(Collected data)

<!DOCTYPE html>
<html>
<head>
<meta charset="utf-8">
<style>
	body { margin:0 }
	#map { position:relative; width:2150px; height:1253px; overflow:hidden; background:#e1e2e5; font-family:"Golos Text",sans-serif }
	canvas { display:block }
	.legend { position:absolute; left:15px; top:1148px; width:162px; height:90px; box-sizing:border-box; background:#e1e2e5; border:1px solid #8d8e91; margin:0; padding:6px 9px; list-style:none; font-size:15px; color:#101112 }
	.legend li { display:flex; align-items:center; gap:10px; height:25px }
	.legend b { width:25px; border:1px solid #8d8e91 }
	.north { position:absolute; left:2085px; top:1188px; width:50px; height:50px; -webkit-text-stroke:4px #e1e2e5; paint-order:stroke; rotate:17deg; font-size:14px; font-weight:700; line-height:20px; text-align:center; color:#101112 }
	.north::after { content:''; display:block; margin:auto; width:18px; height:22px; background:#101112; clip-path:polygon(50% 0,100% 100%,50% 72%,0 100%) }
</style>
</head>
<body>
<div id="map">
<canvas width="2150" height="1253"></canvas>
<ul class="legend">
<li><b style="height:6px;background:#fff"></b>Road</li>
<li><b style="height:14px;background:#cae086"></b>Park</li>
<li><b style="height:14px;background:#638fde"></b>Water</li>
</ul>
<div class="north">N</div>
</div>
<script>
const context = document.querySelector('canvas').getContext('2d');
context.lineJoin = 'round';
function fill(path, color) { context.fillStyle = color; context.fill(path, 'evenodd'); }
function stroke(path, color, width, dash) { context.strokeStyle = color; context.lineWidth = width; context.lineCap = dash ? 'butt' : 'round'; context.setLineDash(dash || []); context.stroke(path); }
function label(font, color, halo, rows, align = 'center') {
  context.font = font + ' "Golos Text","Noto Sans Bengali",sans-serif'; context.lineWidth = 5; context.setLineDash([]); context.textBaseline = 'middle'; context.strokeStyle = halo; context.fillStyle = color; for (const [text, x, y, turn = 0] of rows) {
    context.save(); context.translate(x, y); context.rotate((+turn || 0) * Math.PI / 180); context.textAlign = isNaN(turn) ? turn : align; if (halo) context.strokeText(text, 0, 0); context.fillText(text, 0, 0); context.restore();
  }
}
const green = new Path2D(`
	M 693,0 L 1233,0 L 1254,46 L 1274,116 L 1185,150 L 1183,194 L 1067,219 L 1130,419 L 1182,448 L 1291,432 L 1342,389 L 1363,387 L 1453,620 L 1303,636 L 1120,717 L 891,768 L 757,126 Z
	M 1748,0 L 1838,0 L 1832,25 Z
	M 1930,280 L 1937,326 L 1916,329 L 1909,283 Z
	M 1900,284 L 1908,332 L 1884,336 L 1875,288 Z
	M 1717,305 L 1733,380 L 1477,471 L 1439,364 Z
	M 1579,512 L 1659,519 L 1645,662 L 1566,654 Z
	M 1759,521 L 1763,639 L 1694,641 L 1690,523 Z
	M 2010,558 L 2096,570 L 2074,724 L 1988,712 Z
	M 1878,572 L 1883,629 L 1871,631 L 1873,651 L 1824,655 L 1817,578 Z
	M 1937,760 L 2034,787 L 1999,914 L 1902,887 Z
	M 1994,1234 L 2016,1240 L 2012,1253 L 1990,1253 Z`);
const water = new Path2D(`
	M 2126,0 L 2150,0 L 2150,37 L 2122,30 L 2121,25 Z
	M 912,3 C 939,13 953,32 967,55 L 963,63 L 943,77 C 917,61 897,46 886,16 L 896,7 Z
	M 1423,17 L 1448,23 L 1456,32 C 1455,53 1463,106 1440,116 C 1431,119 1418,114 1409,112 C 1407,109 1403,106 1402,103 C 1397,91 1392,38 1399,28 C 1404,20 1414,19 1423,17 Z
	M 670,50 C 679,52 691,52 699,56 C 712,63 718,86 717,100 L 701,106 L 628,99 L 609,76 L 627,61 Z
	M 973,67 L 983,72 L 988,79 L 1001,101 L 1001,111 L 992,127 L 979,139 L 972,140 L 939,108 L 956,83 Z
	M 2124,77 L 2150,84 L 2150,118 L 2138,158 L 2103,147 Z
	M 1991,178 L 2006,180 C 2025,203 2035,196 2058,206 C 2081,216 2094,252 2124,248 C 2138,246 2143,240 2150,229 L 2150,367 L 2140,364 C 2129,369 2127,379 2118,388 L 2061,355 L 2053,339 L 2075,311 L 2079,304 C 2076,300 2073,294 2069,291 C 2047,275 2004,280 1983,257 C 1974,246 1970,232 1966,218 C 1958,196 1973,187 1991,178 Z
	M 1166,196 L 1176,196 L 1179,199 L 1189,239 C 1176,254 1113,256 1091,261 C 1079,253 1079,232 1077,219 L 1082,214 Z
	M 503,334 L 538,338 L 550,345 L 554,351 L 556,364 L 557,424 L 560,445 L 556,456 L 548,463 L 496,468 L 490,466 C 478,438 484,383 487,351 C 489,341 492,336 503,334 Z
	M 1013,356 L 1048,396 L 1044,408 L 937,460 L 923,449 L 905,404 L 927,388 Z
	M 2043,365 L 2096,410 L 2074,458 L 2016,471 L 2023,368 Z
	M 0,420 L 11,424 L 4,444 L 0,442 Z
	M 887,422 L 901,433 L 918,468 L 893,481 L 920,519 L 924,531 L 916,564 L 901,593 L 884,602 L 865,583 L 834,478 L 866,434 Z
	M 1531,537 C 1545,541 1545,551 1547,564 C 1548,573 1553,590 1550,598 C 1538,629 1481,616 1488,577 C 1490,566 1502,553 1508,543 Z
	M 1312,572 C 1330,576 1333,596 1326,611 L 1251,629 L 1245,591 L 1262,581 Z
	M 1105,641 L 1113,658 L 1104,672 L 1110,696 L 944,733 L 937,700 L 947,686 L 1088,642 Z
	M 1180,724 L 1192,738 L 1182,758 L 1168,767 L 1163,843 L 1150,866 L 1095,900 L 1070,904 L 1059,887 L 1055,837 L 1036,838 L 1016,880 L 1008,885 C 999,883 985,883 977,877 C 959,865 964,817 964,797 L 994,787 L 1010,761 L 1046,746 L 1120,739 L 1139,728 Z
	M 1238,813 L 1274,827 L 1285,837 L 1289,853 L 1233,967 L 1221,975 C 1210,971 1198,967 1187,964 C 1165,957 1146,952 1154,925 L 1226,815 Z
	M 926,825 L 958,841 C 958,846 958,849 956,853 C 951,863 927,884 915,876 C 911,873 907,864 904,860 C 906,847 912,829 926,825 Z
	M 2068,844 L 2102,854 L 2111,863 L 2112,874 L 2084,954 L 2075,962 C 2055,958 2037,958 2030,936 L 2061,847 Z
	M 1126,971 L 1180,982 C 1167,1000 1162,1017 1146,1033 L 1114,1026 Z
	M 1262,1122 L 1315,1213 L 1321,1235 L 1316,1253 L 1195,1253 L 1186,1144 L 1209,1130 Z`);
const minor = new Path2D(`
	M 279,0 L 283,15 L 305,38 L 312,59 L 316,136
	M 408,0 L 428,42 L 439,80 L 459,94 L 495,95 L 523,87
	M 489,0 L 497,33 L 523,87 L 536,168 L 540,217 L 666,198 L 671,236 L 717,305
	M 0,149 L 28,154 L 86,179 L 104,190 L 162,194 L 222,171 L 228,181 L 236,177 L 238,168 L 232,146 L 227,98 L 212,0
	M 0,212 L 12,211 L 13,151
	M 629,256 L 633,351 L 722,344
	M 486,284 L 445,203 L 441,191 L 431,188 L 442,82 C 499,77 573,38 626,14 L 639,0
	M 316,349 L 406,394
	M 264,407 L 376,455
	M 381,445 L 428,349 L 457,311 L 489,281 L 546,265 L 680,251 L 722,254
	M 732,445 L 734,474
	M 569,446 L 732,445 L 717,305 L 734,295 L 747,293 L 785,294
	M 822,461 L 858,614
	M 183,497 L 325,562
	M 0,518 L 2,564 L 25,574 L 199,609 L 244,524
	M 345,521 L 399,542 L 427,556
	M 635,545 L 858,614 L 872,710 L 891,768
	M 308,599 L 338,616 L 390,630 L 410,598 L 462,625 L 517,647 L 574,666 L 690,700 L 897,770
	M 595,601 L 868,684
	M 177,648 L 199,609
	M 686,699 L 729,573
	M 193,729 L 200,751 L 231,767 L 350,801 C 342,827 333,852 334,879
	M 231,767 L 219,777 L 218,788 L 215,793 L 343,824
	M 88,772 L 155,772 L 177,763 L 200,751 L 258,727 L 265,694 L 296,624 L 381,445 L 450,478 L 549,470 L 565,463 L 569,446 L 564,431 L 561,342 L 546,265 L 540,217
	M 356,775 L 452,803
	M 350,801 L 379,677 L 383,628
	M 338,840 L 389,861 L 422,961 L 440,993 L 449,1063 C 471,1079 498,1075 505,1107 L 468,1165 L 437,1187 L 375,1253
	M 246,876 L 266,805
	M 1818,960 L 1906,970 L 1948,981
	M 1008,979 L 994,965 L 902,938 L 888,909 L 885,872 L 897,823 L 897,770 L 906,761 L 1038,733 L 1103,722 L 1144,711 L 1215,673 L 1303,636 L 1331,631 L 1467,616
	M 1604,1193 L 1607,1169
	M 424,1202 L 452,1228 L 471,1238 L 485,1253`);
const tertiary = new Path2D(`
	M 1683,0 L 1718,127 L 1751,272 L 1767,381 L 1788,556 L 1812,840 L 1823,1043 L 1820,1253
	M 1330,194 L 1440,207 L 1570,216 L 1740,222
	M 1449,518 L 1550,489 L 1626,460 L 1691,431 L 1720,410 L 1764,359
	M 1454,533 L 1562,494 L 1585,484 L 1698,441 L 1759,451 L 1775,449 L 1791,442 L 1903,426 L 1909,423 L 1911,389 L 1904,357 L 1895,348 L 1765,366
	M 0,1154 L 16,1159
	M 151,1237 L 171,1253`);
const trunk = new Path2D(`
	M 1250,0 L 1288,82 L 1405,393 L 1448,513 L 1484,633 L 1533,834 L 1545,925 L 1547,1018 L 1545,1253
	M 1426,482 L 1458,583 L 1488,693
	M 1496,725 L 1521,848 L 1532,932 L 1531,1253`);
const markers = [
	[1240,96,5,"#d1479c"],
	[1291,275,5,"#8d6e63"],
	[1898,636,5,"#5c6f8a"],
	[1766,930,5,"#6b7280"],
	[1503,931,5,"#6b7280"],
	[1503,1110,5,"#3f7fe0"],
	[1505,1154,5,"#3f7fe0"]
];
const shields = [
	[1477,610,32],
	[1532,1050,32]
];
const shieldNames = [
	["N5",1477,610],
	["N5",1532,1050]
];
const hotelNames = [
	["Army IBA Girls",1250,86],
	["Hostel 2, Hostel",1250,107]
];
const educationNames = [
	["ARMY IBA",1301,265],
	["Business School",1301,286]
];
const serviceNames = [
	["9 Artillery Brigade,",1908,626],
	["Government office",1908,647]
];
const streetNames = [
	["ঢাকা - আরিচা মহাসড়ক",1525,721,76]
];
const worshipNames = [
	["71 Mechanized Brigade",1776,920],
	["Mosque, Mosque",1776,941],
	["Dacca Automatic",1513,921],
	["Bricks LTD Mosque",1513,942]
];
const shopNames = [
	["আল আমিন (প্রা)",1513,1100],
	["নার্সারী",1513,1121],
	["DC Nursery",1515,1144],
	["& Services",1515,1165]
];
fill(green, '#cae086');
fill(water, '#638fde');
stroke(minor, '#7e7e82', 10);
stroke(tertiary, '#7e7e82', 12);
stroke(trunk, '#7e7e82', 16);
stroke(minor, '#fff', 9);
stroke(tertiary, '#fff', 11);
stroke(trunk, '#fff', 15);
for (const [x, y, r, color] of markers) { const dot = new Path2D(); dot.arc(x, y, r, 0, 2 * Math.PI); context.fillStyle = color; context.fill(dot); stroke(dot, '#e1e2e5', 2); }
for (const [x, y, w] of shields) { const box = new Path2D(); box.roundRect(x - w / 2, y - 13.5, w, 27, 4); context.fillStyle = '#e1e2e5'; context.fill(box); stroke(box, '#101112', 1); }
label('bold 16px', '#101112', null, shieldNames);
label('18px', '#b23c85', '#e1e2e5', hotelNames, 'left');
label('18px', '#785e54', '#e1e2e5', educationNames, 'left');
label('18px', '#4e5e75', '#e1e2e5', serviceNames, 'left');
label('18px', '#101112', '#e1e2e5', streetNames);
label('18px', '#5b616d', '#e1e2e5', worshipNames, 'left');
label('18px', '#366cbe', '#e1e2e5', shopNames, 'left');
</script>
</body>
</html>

§ Assignment
With "halo" as the word to match, copy each line of the records that has it.

§ Solution for this problem
function label(font, color, halo, rows, align = 'center') {
  context.font = font + ' "Golos Text","Noto Sans Bengali",sans-serif'; context.lineWidth = 5; context.setLineDash([]); context.textBaseline = 'middle'; context.strokeStyle = halo; context.fillStyle = color; for (const [text, x, y, turn = 0] of rows) {
    context.save(); context.translate(x, y); context.rotate((+turn || 0) * Math.PI / 180); context.textAlign = isNaN(turn) ? turn : align; if (halo) context.strokeText(text, 0, 0); context.fillText(text, 0, 0); context.restore();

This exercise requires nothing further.